- **Work request**:
How many lines in these records hold the string "align"? Reply with the number alone.

- **Material provided**:
-=-=-

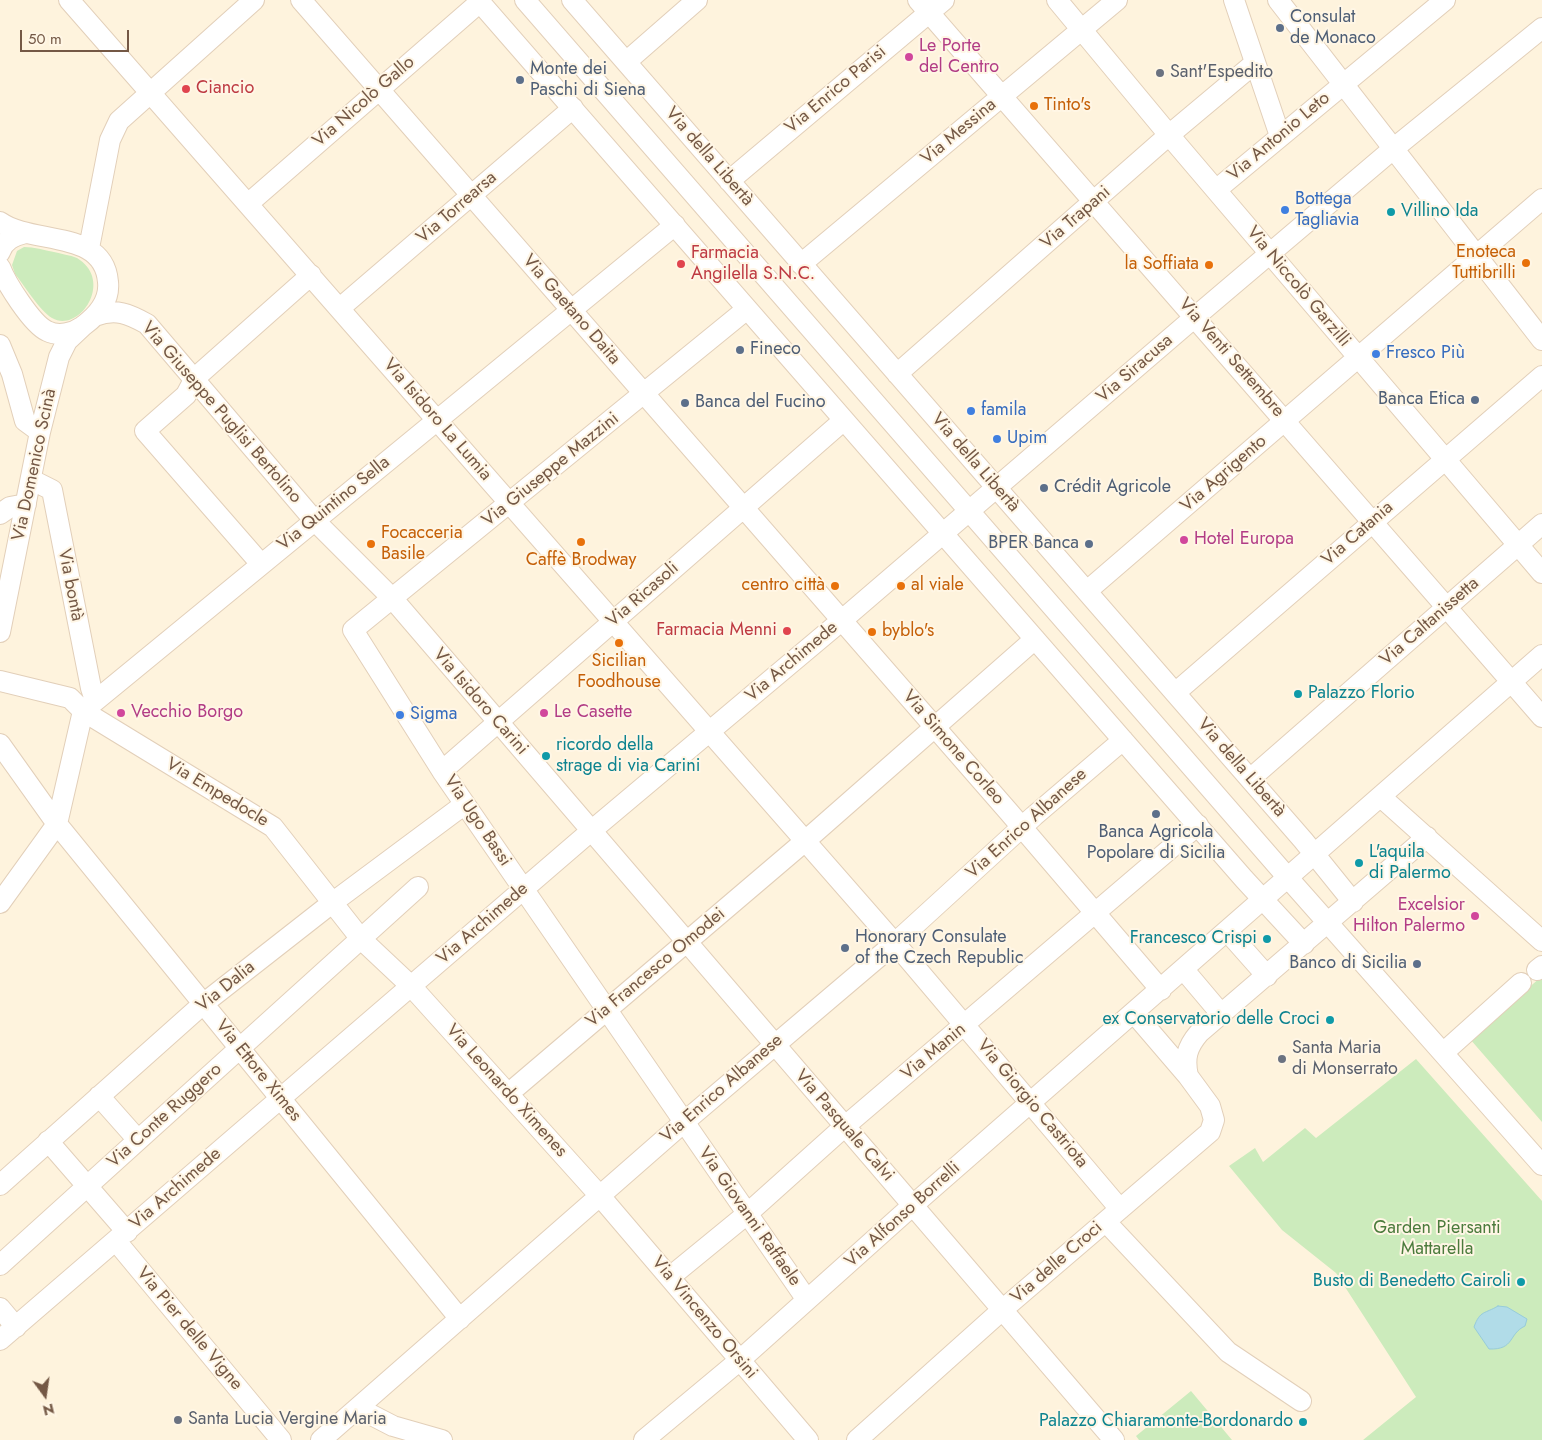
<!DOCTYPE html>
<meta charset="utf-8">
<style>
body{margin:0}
#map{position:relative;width:1542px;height:1440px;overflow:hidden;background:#fef3dd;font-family:Jost,sans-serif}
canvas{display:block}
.north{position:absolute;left:20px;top:1370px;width:50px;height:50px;-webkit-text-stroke:4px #fff6e5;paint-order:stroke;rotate:166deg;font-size:14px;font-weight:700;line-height:20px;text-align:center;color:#745845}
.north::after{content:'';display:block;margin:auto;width:18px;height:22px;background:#745845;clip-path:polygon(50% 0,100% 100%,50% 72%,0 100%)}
.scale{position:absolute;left:20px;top:30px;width:109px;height:22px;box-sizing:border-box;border:2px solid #745845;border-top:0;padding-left:6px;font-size:15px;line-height:18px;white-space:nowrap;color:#745845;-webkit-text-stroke:4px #fff6e5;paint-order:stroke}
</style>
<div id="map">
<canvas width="1542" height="1440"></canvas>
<div class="north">N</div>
<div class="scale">50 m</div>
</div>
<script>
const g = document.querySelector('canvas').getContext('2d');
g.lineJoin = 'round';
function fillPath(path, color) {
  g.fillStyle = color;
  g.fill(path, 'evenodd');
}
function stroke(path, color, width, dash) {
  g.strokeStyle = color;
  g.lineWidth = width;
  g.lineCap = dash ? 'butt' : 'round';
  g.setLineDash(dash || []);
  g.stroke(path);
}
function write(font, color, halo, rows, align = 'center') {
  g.font = font + ' Jost,sans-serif';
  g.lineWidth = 4;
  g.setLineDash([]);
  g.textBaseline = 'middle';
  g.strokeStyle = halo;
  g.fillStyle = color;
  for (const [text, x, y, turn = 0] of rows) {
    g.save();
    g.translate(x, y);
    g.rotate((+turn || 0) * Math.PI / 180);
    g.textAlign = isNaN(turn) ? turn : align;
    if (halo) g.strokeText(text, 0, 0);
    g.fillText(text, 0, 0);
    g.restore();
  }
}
const green = new Path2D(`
 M24,247C34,247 44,250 54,252C61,254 70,255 77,258C115,281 79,334 52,318C40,311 24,285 15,274L12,265L17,251Z
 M1541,977L1542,979V1122L1470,1039Z
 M1416,1059L1542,1201V1440H1363L1416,1397L1336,1273L1282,1230L1229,1166L1255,1148L1263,1162L1305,1128L1316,1138Z
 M1191,1391L1232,1440H1139L1136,1436Z`);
const water = new Path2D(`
 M1498,1306L1507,1307L1527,1319L1525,1326C1508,1334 1515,1350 1489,1349L1474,1327C1480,1310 1485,1314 1498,1306Z`);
const minor = new Path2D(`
 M69,0L905,955L1120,1209
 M301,0L1008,811L1161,990
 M478,0L1244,879L1304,944
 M525,0L1289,879L1542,1165
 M572,0L1303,840L1353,902
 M918,0L1542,717
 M1057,0L1169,135L1542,573
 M1234,0L1280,136
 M1278,0L1542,340
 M626,62L697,0
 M729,181L944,0
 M1216,190L1445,0
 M249,203L480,2
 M0,222C32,245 104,229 108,282C110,301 98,315 83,326C73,333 59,337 47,331C32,324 6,283 0,267
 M89,248L110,140L119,121L254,0
 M0,252C4,240 14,236 25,233
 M801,264L1117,0
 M340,308L573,108
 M747,309L353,630L442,771L807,1300
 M95,316C116,308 129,314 147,324L314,520L392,598L1114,1440
 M0,345L12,374L25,421L40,432
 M897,374L1169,135L1255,63
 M32,480L52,490L91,688L95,700
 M0,514L10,507L26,504
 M261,564L145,431L186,395L195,378L311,275
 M1087,591L1542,199
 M0,632L40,432L59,357L67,341L84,325
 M0,681L70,698L83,711L273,827L361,939L411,986L600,1196L808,1440
 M1175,693L1542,376
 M0,744L57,824L460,1319
 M442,771L844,420
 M1250,779L1542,524
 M1381,797L1542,941
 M0,903L57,824L83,711L675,225
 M1228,932L1267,976
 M1184,970L1222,1015
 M1537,970L1542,966
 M1443,1053L1521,983
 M1188,1076C1184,1058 1187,1047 1199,1033L1427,837
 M508,1094L804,842L1035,639
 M99,1096L138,1140
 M48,1141L127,1232
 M0,1185L203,1004L332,903L465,804
 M1106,1222L1228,1352L1301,1401
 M116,1241L281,1440
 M0,1265L418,887
 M670,1277L747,1214L844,1127L1198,825
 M0,1308L16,1327
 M0,1340L591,831L841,621L1195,317L1393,149L1542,28
 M358,1408L393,1426L442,1440
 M321,1440L683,1123L895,943L1034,816L1123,740
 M644,1440L740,1360L912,1206L1542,655
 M857,1440L1001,1311L1210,1132L1214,1120L1210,1106L1188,1076L1134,1013`);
const markers = [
 [1280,28,5,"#5c6f8a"],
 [909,57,5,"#d1479c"],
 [1160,73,5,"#6b7280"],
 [520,80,5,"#5c6f8a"],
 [186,89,5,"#e0444e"],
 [1034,106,5,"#e8710a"],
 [1285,210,5,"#3f7fe0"],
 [1391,212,5,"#0f9aa8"],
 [1526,263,5,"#e8710a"],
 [681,264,5,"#e0444e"],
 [1209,265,5,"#e8710a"],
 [740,350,5,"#5c6f8a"],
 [1376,354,5,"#3f7fe0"],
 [1475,400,5,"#5c6f8a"],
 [685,403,5,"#5c6f8a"],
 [971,411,5,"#3f7fe0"],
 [997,439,5,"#3f7fe0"],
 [1044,488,5,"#5c6f8a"],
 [1184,540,5,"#d1479c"],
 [581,542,5,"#e8710a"],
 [371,544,5,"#e8710a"],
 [1089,544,5,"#5c6f8a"],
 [835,586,5,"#e8710a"],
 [901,586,5,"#e8710a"],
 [787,631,5,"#e0444e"],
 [872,632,5,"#e8710a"],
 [619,643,5,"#e8710a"],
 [1298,694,5,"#0f9aa8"],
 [121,713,5,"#d1479c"],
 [544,713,5,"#d1479c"],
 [400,715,5,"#3f7fe0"],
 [546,756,5,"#0f9aa8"],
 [1156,814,5,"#5c6f8a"],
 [1359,863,5,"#0f9aa8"],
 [1475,916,5,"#d1479c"],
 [1267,939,5,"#0f9aa8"],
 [845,948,5,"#5c6f8a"],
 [1417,964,5,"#5c6f8a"],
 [1330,1020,5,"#0f9aa8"],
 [1282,1059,5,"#6b7280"],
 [1521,1282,5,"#0f9aa8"],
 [178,1420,5,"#6b7280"],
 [1303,1422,5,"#0f9aa8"]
];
const serviceNames = [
 ["Consulat",1290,18],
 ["de Monaco",1290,39],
 ["Monte dei",530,70],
 ["Paschi di Siena",530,91],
 ["Fineco",750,350],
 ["Banca Etica",1465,400,"right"],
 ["Banca del Fucino",695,403],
 ["Crédit Agricole",1054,488],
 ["BPER Banca",1079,544,"right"],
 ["Banca Agricola",1156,833,"center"],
 ["Popolare di Sicilia",1156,854,"center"],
 ["Honorary Consulate",855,938],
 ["of the Czech Republic",855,959],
 ["Banco di Sicilia",1407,964,"right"]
];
const hotelNames = [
 ["Le Porte",919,47],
 ["del Centro",919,68],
 ["Hotel Europa",1194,540],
 ["Vecchio Borgo",131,713],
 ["Le Casette",554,713],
 ["Excelsior",1465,906,"right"],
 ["Hilton Palermo",1465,927,"right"]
];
const worshipNames = [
 ["Sant'Espedito",1170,73],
 ["Santa Maria",1292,1049],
 ["di Monserrato",1292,1070],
 ["Santa Lucia Vergine Maria",188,1420]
];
const healthNames = [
 ["Ciancio",196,89],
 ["Farmacia",691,254],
 ["Angilella S.N.C.",691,275],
 ["Farmacia Menni",777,631,"right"]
];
const streetNames = [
 ["Via Enrico Parisi",836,90,-40],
 ["Via Nicolò Gallo",364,102,-41],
 ["Via Messina",959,132,-40],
 ["Via Antonio Leto",1279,137,-40],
 ["Via della Libertà",709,157,49],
 ["Via Torrearsa",457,208,-41],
 ["Via Trapani",1076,218,-41],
 ["Via Niccolò Garzilli",1298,287,50],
 ["Via Gaetano Daita",571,310,49],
 ["Via Venti Settembre",1231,358,49],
 ["Via Siracusa",1135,369,-41],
 ["Via Giuseppe Puglisi Bertolino",221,413,49],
 ["Via Isidoro La Lumia",437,420,49],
 ["Via della Libertà",975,463,49],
 ["Via Domenico Scinà",35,465,-78],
 ["Via Giuseppe Mazzini",551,470,-39],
 ["Via Agrigento",1224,474,-41],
 ["Via Quintino Sella",334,504,-39],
 ["Via Catania",1358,534,-41],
 ["Via bontà",70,585,79],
 ["Via Ricasoli",643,595,-41],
 ["Via Caltanissetta",1430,622,-41],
 ["Via Archimede",792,662,-40],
 ["Via Isidoro Carini",480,702,49],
 ["Via Simone Corleo",953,748,49],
 ["Via della Libertà",1241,768,49],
 ["Via Empedocle",217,793,31],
 ["Via Ugo Bassi",477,821,56],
 ["Via Enrico Albanese",1027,824,-42],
 ["Via Archimede",483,924,-41],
 ["Via Francesco Omodei",656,968,-40],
 ["Via Dalia",226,987,-39],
 ["Via Manin",934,1052,-40],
 ["Via Ettore Ximes",258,1071,51],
 ["Via Enrico Albanese",722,1089,-41],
 ["Via Leonardo Ximenes",506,1091,48],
 ["Via Giorgio Castriota",1032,1104,50],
 ["Via Conte Ruggero",165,1116,-42],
 ["Via Pasquale Calvi",844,1126,49],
 ["Via Archimede",176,1189,-41],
 ["Via Alfonso Borrelli",903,1215,-42],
 ["Via Giovanni Raffaele",749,1217,55],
 ["Via delle Croci",1057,1263,-41],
 ["Via Vincenzo Orsini",704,1318,50],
 ["Via Pier delle Vigne",189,1329,50]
];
const foodNames = [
 ["Tinto's",1044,106],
 ["Enoteca",1516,253,"right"],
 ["Tuttibrilli",1516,274,"right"],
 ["la Soffiata",1199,265,"right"],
 ["Focacceria",381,534],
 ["Basile",381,555],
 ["Caffè Brodway",581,561,"center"],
 ["centro città",825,586,"right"],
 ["al viale",911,586],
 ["byblo's",882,632],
 ["Sicilian",619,662,"center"],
 ["Foodhouse",619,683,"center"]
];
const shopNames = [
 ["Bottega",1295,200],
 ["Tagliavia",1295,221],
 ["Fresco Più",1386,354],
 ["famila",981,411],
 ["Upim",1007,439],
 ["Sigma",410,715]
];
const cultureNames = [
 ["Villino Ida",1401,212],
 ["Palazzo Florio",1308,694],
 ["ricordo della",556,746],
 ["strage di via Carini",556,767],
 ["L'aquila",1369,853],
 ["di Palermo",1369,874],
 ["Francesco Crispi",1257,939,"right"],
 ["ex Conservatorio delle Croci",1320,1020,"right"],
 ["Busto di Benedetto Cairoli",1511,1282,"right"],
 ["Palazzo Chiaramonte-Bordonardo",1293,1422,"right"]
];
const parkNames = [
 ["Garden Piersanti",1437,1229],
 ["Mattarella",1437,1250]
];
fillPath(green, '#ccebbc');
fillPath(water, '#b1dce8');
stroke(water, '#97ccda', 1);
stroke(minor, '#e2cfb9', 22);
stroke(minor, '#fff', 20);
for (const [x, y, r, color] of markers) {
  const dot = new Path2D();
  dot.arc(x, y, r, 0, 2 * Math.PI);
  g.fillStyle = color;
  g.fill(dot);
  stroke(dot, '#fff6e5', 2);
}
write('18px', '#4e5e75', '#fff6e5', serviceNames, 'left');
write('18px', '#b23c85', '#fff6e5', hotelNames, 'left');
write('18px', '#5b616d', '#fff6e5', worshipNames, 'left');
write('18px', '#be3a42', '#fff6e5', healthNames, 'left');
write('18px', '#745845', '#fff6e5', streetNames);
write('18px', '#c56008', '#fff6e5', foodNames, 'left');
write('18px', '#366cbe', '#fff6e5', shopNames, 'left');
write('18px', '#0d838f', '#fff6e5', cultureNames, 'left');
write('18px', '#4b7b3c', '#fff6e5', parkNames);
</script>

-=-=-

- **Response for this exercise**:
3